Claim Processing in Healthcare: Steps for Effectively Monitoring, Billing, and Auditing to Manage Risk

Richard P. Kusserow | October 2014

Today, healthcare providers face increasing scrutiny of their claims processing system by regulatory agencies and auditors. Incorporation of claim processing monitoring and auditing activities is a key compliance program component to avoid improper billing and receipt of incorrect reimbursement.  Monitoring and auditing activities entails proper healthcare claim data, documentation of medical records, accurate application of diagnosis and billing codes and proper charging of payers for services rendered.

Why Proper Healthcare Claim Processing Matters

The U.S. Department of Health and Human Services, the Office of Inspector General and the Centers for Medicare & Medicaid Services are coming down heavily on inappropriate healthcare claims data. The Medicare Integrity Program also emphasizes the significance of avoiding payment errors. As a result, improper claims are denied, recovery audits are based on surveillance monitoring, financial penalties and refunds are imposed, in-depth investigations are implemented and physicians and medical practitioners have lost revenue and included litigation costs in some cases.

The Challenges of Claim Processing in Healthcare

Proactive and effective internal monitoring of the claims processing system is necessary but can also be challenging. The massive availability of consolidated healthcare claims data to government contractors for mining and surveillance is a real threat to revenue, if not billed correctly. Today, healthcare claim processing systems must:

  • Manage healthcare claims data uses measures
  • Use data to measure risk proactively
  • Keep it simple while still being sophisticated

Auditing and Monitoring Claim Processing in Healthcare

Auditing and monitoring of the claim processing steps has always been a core component of an effective compliance program and a critical success factor to revenue integrity. However, a change of how claims data is used by regulators and contractors can represent a real problem if the claims processing system is not up to date.

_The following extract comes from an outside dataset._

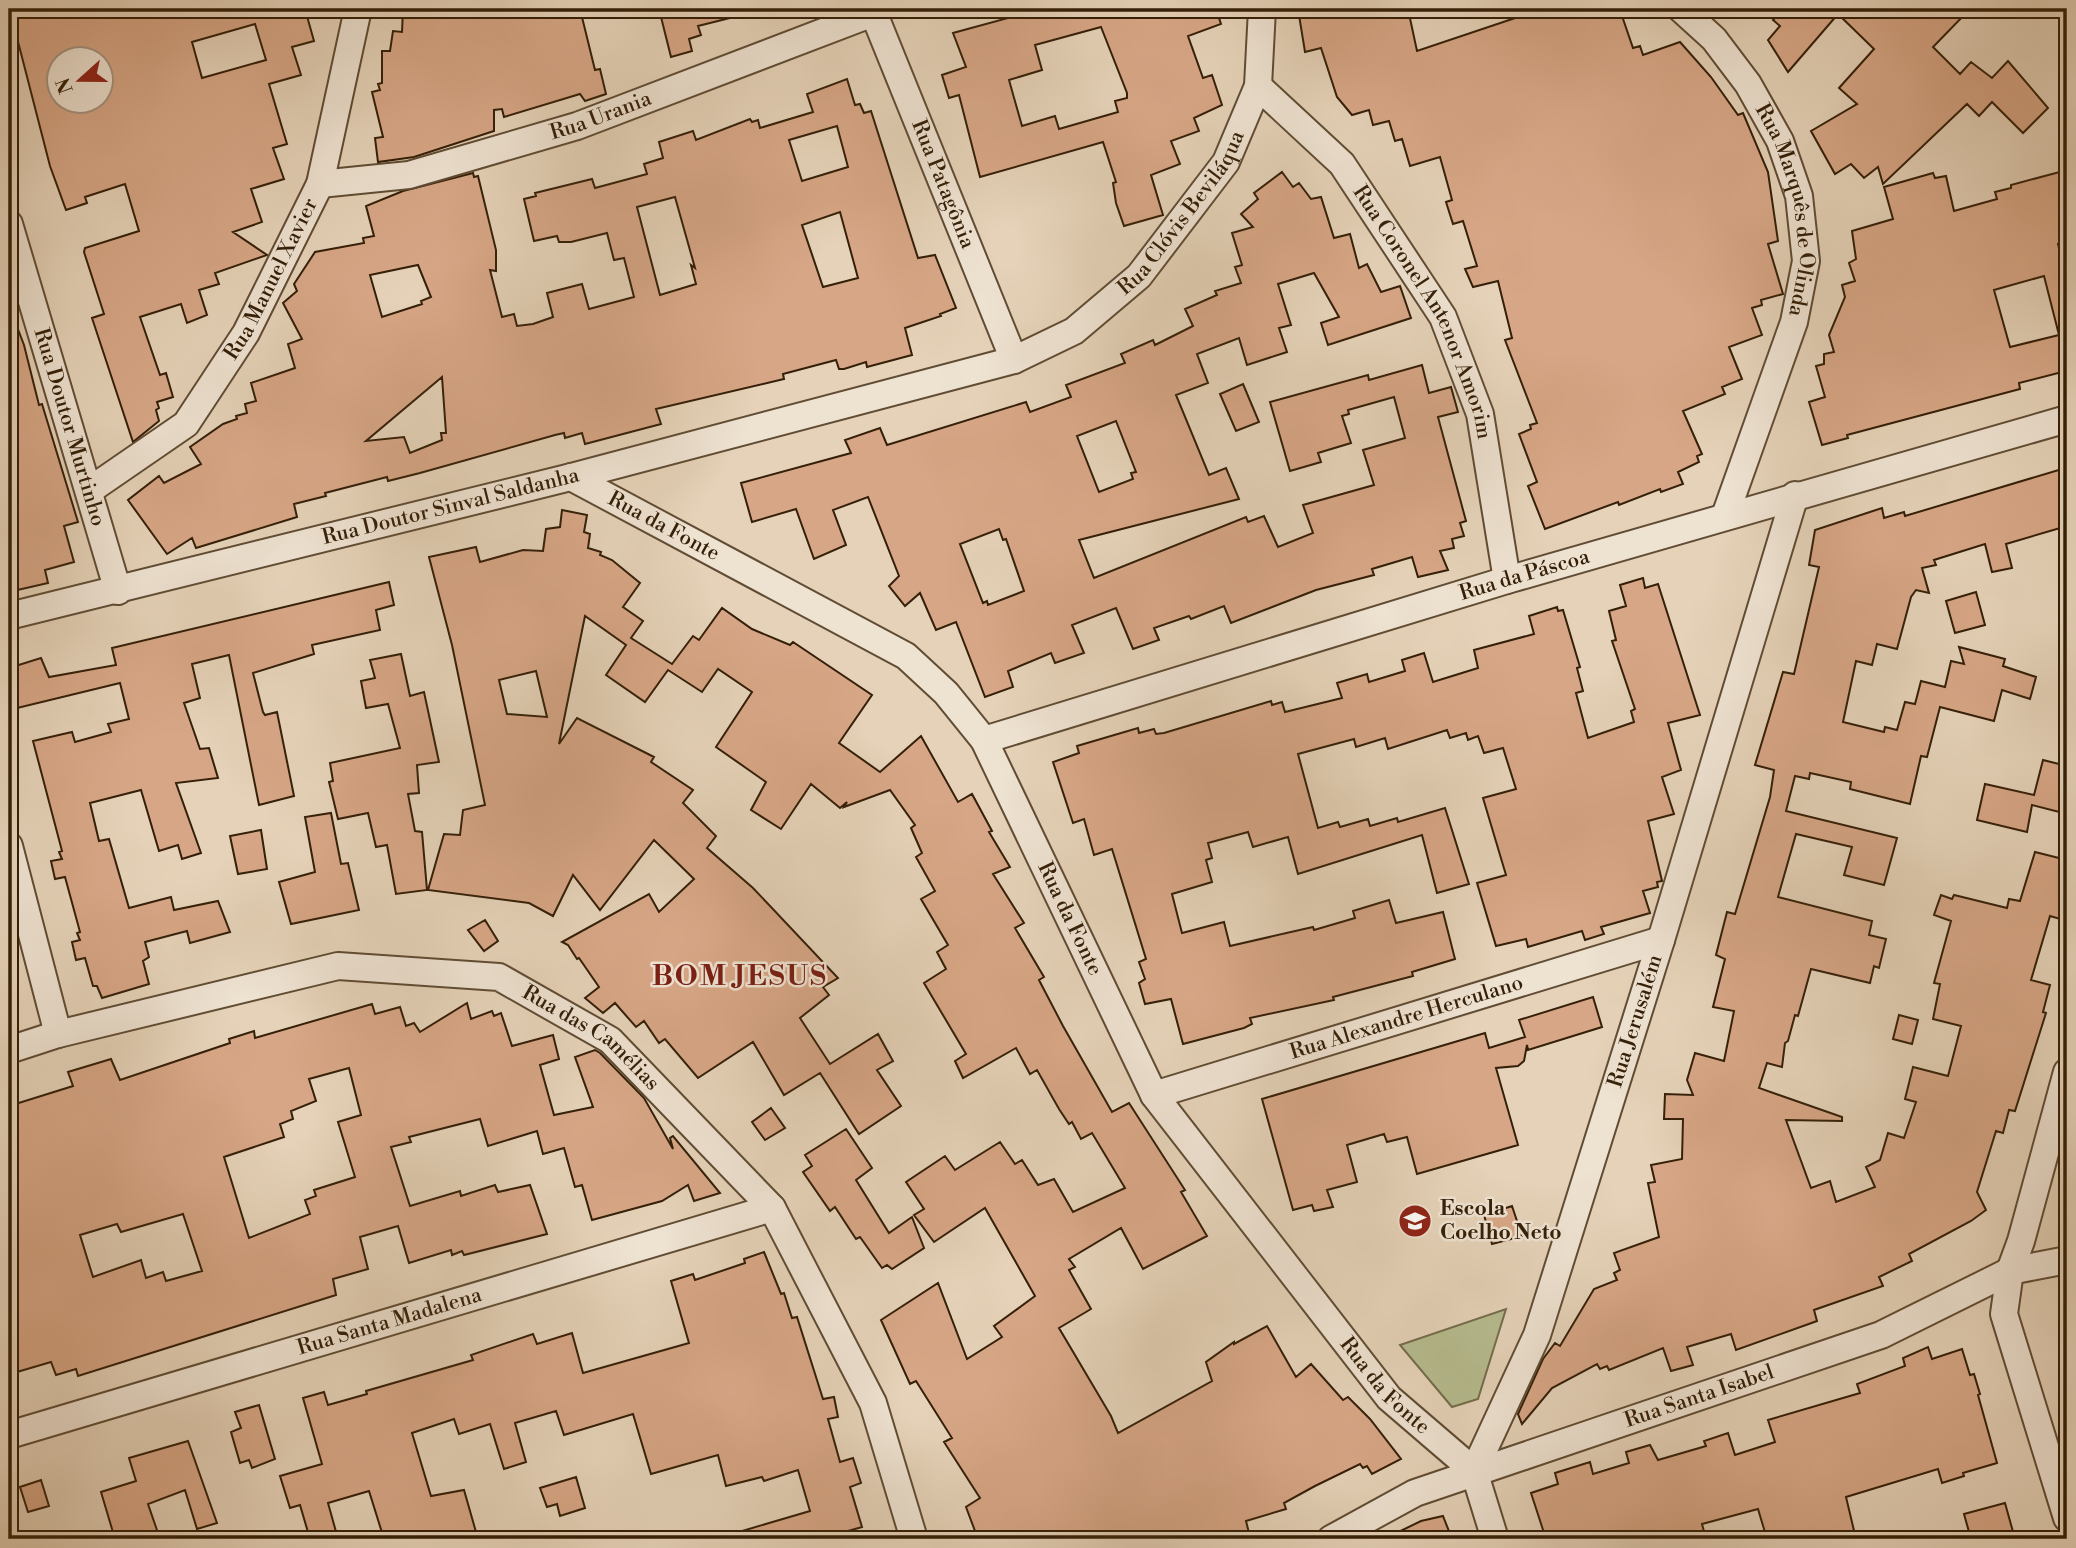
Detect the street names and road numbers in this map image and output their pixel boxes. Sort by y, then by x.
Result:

Dr. Cornelia Dorfschmid, a leading expert on the subject, states, “If you have not advanced your sophistication in how data can be assessed, measured, and used proactively; you are at increased risk of being targeted and caught and required to refund with potentially huge penalties.”

Dr. Dorfschmid makes the point that if you want to manage risk you need an effective and advanced auditing and monitoring of claim processing steps. She sums up her point by stating, “If you want to retain what has been billed, you must be able to verify revenue integrity through metrics and measure results. Revenue integrity cannot be managed well without being able to measure what you are doing.”

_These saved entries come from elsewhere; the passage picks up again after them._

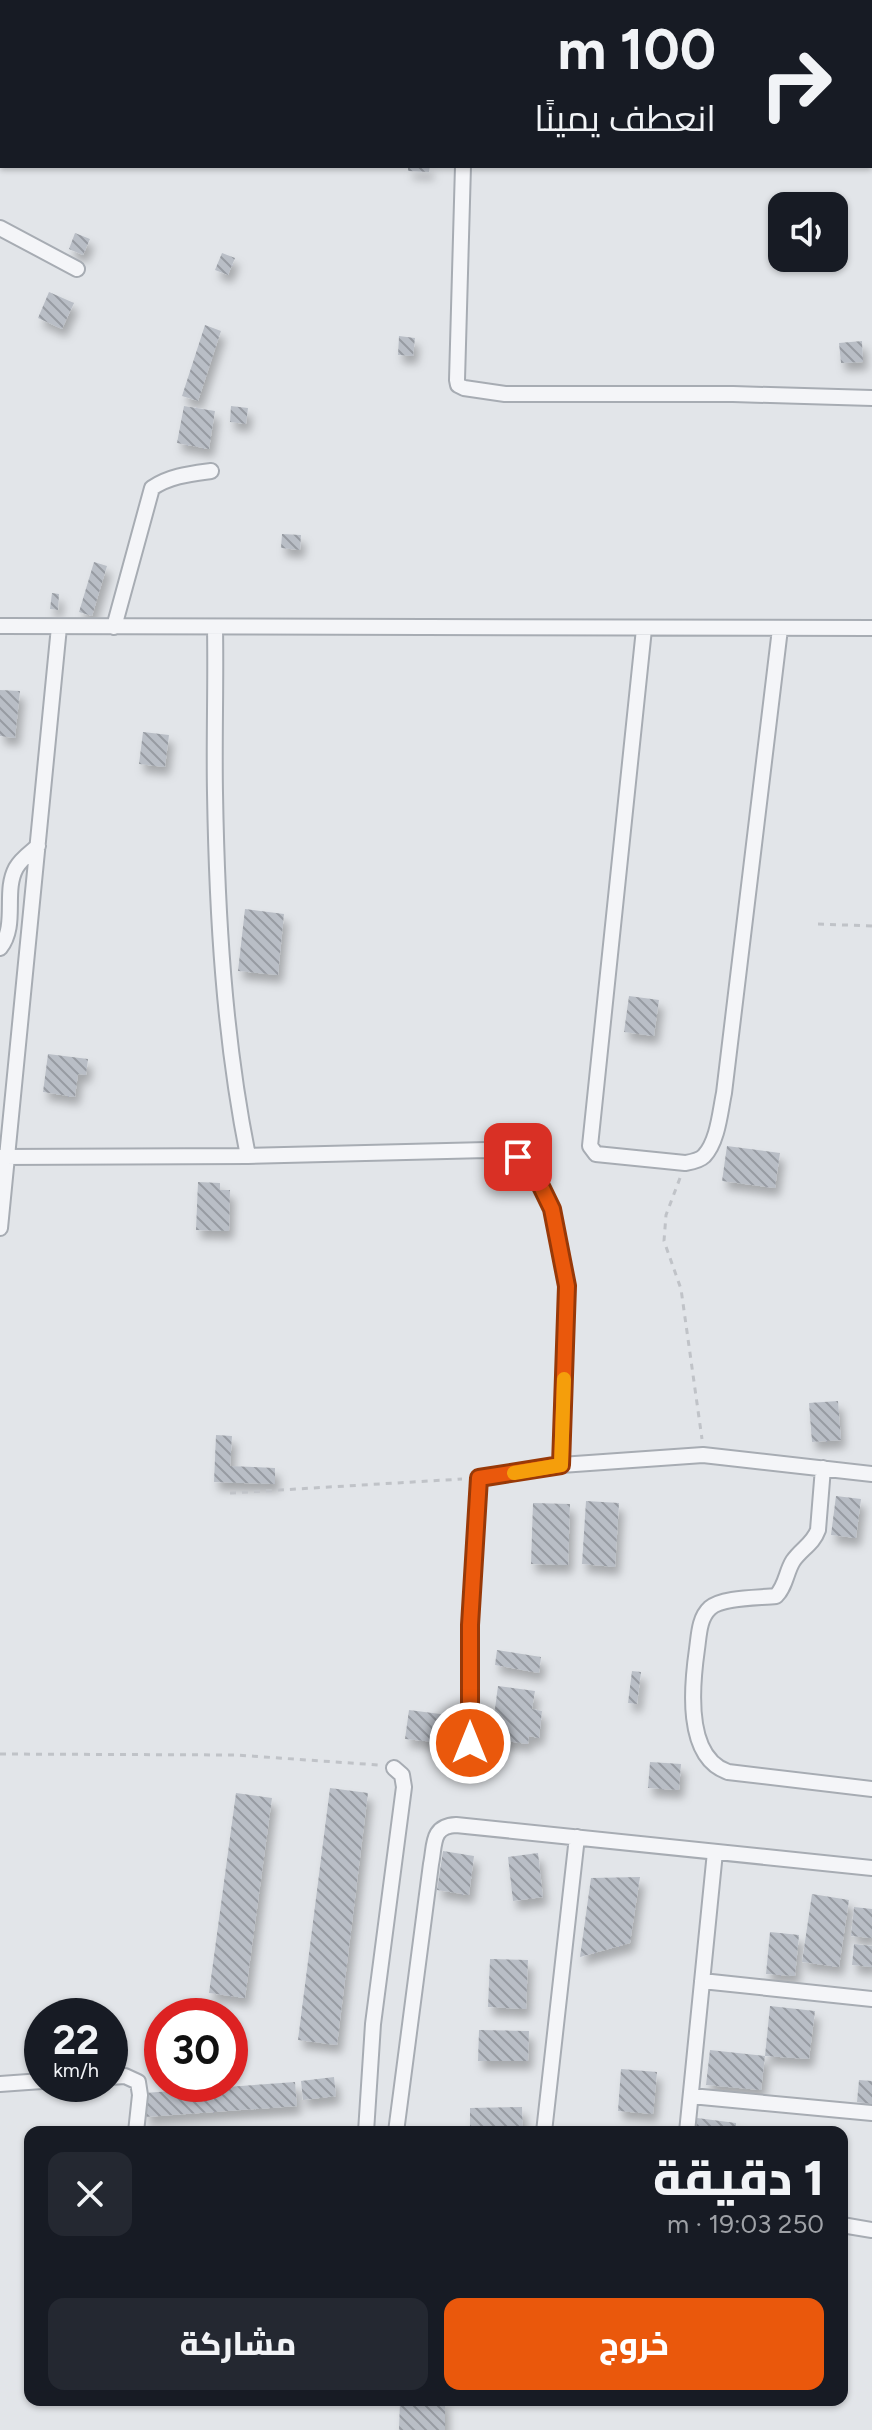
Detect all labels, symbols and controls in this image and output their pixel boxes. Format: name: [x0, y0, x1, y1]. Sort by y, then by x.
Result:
text: 100 m: [558, 16, 716, 83]
icon: right: [744, 32, 848, 136]
text: انعطف يمينًا: [534, 97, 716, 140]
map controls: [768, 192, 848, 272]
button: sound: [768, 192, 848, 272]
pin: [484, 1123, 552, 1191]
icon: arrive: [496, 1135, 540, 1179]
position arrow: [428, 1701, 512, 1785]
speed limit sign: 30: [144, 1998, 248, 2102]
text: 22: [53, 2016, 99, 2064]
text: km/h: [53, 2058, 99, 2082]
text: 1 دقيقة: [653, 2149, 824, 2207]
button: close: [48, 2152, 132, 2236]
text: 250 m · 19:03: [667, 2208, 824, 2240]
button: مشاركة: [48, 2298, 428, 2390]
button: خروج: [444, 2298, 824, 2390]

Sophisticated data analysis and contractors empowered with tools and recovery successes can only be met successfully with the same sophistication and vigor of your claims processing system. She points out that “[w]ithout well-defined metrics, routine versus non-routine approaches, and sophisticated risk and data analyses as part of a billing auditing and monitoring programs, an organization is at risk.”

About the Author

Richard P. Kusserow established Strategic Management Services, LLC, after retiring from being the DHHS Inspector General, and has assisted over 3,000 health care organizations and entities in developing, implementing and assessing compliance programs.